Treatment Considerations and Safety Updates in Metastatic Pancreatic Adenocarcinoma

Key Points
  • Metastatic pancreatic adenocarcinoma remains a poor-prognosis disease, though multiple systemic therapy options are available depending on patient fitness and treatment tolerance.

  • Modified FOLFIRINOX or 5-FU plus nanoliposomal irinotecan are commonly used for patients who can tolerate intensive therapy, while gemcitabine-based regimens are often considered for older or frail individuals.

  • The FDA now recommends DPYD testing, as patients with DPYD mutations may face a higher risk of severe fluoropyrimidine-related toxicity.
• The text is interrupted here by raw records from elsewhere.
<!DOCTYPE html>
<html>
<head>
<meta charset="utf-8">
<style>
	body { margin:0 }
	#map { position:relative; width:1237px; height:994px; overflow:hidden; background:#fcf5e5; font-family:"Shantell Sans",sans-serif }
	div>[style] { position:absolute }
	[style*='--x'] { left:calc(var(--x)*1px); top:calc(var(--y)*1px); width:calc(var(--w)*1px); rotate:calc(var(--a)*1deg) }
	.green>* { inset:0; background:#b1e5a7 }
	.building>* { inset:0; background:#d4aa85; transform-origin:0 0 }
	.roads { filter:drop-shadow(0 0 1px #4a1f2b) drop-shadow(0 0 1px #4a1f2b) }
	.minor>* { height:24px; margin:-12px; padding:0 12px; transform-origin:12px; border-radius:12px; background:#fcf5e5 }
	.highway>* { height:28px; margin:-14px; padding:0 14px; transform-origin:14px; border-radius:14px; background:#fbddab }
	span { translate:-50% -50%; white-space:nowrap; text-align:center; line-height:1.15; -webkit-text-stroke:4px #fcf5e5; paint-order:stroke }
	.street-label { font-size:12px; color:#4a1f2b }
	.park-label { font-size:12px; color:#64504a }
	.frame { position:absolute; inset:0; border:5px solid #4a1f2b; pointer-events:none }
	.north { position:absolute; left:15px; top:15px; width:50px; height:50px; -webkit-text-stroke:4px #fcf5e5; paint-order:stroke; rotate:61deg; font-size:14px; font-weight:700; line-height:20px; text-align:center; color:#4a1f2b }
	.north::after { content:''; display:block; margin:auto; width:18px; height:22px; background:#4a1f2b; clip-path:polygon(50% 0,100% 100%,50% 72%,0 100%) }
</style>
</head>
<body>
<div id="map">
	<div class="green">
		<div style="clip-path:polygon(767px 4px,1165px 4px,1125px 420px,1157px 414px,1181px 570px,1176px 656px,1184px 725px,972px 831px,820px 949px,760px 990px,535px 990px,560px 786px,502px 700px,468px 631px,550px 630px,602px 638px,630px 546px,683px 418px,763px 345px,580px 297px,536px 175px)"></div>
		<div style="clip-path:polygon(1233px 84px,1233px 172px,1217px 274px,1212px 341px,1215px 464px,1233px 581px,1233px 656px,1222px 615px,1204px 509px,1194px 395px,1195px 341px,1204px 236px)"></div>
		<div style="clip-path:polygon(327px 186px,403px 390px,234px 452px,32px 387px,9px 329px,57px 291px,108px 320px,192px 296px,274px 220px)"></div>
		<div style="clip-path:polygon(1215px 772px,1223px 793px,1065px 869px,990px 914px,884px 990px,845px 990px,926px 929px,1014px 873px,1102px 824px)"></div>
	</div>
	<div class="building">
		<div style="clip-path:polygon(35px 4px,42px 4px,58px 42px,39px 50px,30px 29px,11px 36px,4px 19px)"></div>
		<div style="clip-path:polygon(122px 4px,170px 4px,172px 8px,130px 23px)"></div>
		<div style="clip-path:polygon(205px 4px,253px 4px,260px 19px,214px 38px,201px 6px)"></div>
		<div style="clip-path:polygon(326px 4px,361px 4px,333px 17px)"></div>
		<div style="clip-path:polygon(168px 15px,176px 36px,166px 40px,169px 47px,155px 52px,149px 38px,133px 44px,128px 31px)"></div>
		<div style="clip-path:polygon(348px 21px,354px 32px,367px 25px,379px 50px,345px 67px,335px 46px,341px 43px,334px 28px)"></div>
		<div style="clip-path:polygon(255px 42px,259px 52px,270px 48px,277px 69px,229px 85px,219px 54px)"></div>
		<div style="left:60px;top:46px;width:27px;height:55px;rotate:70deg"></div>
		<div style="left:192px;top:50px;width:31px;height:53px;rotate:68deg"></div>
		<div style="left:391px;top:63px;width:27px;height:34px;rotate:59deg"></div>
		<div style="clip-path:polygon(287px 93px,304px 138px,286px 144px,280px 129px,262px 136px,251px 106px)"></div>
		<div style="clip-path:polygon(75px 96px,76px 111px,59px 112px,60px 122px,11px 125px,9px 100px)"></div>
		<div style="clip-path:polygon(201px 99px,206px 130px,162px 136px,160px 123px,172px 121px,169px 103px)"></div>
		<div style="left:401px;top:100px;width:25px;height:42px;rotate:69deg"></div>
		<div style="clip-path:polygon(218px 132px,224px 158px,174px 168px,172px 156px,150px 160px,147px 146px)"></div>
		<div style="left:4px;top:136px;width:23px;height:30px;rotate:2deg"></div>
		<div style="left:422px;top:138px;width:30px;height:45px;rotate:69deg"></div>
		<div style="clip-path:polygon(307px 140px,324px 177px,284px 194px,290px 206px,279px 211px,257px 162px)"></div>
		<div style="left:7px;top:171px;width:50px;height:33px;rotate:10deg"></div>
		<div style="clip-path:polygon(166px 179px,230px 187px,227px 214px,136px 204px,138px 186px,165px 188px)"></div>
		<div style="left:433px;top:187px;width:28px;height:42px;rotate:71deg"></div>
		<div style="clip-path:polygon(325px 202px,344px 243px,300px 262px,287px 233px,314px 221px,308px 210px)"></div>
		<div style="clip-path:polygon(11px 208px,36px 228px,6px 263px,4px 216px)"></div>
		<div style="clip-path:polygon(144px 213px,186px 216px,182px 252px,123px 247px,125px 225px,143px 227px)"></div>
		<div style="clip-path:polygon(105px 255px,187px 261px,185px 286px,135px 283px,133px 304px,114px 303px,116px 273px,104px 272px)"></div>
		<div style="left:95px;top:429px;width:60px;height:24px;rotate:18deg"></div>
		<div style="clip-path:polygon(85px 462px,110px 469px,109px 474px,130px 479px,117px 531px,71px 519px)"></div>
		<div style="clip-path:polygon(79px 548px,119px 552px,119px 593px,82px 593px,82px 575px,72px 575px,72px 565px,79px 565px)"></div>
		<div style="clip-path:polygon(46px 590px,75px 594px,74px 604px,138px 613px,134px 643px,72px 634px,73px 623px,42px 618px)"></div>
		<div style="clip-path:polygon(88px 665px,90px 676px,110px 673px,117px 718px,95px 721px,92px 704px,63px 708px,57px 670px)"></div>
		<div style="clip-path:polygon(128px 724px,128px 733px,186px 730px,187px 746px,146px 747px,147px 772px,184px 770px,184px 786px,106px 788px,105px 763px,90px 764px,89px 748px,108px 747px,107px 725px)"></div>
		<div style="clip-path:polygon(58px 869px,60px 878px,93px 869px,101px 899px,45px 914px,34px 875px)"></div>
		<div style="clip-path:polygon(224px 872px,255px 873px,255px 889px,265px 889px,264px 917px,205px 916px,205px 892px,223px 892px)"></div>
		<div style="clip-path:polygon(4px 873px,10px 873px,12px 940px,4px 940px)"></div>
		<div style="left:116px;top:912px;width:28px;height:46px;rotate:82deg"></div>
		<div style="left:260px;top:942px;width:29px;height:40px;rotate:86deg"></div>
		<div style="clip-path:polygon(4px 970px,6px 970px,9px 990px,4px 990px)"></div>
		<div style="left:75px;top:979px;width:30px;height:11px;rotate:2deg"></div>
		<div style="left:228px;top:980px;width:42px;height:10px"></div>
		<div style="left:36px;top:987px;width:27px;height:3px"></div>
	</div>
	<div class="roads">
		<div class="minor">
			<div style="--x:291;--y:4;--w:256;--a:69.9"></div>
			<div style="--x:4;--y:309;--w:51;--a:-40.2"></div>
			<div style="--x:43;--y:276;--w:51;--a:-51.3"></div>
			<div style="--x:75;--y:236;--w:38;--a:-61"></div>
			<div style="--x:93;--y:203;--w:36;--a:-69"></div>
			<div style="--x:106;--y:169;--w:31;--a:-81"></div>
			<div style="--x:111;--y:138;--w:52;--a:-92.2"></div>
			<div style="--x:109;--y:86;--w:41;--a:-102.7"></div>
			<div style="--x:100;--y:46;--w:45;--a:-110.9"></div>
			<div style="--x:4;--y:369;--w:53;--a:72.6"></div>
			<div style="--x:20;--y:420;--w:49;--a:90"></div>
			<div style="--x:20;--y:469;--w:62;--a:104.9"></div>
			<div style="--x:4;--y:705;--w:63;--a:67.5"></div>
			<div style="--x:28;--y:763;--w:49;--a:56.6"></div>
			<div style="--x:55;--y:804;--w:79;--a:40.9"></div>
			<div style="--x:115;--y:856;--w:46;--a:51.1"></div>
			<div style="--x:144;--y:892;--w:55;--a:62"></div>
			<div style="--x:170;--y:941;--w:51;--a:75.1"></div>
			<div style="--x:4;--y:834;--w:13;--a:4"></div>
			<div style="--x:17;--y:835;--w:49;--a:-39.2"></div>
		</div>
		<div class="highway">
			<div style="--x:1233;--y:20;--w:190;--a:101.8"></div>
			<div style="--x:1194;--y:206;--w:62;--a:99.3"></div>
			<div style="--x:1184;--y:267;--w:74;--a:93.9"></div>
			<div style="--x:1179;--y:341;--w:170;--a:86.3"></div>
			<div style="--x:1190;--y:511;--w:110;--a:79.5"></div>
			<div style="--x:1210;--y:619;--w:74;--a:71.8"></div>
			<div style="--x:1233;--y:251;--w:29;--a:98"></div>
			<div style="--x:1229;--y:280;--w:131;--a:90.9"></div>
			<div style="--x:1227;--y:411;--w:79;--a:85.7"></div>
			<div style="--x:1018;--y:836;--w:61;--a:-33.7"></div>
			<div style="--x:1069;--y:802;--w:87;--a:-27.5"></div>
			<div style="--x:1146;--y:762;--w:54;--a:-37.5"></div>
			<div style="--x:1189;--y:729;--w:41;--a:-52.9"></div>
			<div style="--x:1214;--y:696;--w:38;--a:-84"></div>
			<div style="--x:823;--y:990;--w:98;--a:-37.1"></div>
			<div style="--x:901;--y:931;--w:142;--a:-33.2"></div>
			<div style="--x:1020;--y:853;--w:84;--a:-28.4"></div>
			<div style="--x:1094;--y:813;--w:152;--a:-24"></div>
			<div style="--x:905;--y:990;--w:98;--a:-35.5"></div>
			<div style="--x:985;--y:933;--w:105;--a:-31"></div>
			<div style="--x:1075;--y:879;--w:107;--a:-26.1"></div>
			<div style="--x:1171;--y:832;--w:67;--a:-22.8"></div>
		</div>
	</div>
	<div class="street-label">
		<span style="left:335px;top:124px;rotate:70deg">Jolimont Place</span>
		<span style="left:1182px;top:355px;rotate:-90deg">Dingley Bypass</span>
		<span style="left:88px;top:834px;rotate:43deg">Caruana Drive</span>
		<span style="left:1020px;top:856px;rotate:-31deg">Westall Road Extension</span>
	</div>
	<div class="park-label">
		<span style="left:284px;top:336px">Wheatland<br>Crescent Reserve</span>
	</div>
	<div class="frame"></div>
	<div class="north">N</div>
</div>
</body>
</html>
Treatment Selection and DPYD Testing Considerations

During a recent discussion, Rohit Gosain, MD, of Roswell Park Comprehensive Cancer Center, and Rahul Gosain, MD, MBA, of Wilmot Cancer Institute, reviewed current treatment considerations for metastatic pancreatic adenocarcinoma, which continues to carry a poor prognosis. Common systemic therapy regimens include modified FOLFIRINOX or 5-fluorouracil (5-FU) plus nanoliposomal irinotecan for patients who can tolerate more intensive therapy. For older or frail patients, less intensive approaches, such as gemcitabine plus nab-paclitaxel or single-agent gemcitabine, are often considered.

Dr. Rahul Gosain also highlighted an important safety update related to fluoropyrimidine therapy. The FDA label for 5-FU now recommends dihydropyrimidine dehydrogenase (DPYD) testing, as patients with DPYD mutations may be at increased risk for severe toxicity when treated with fluoropyrimidines.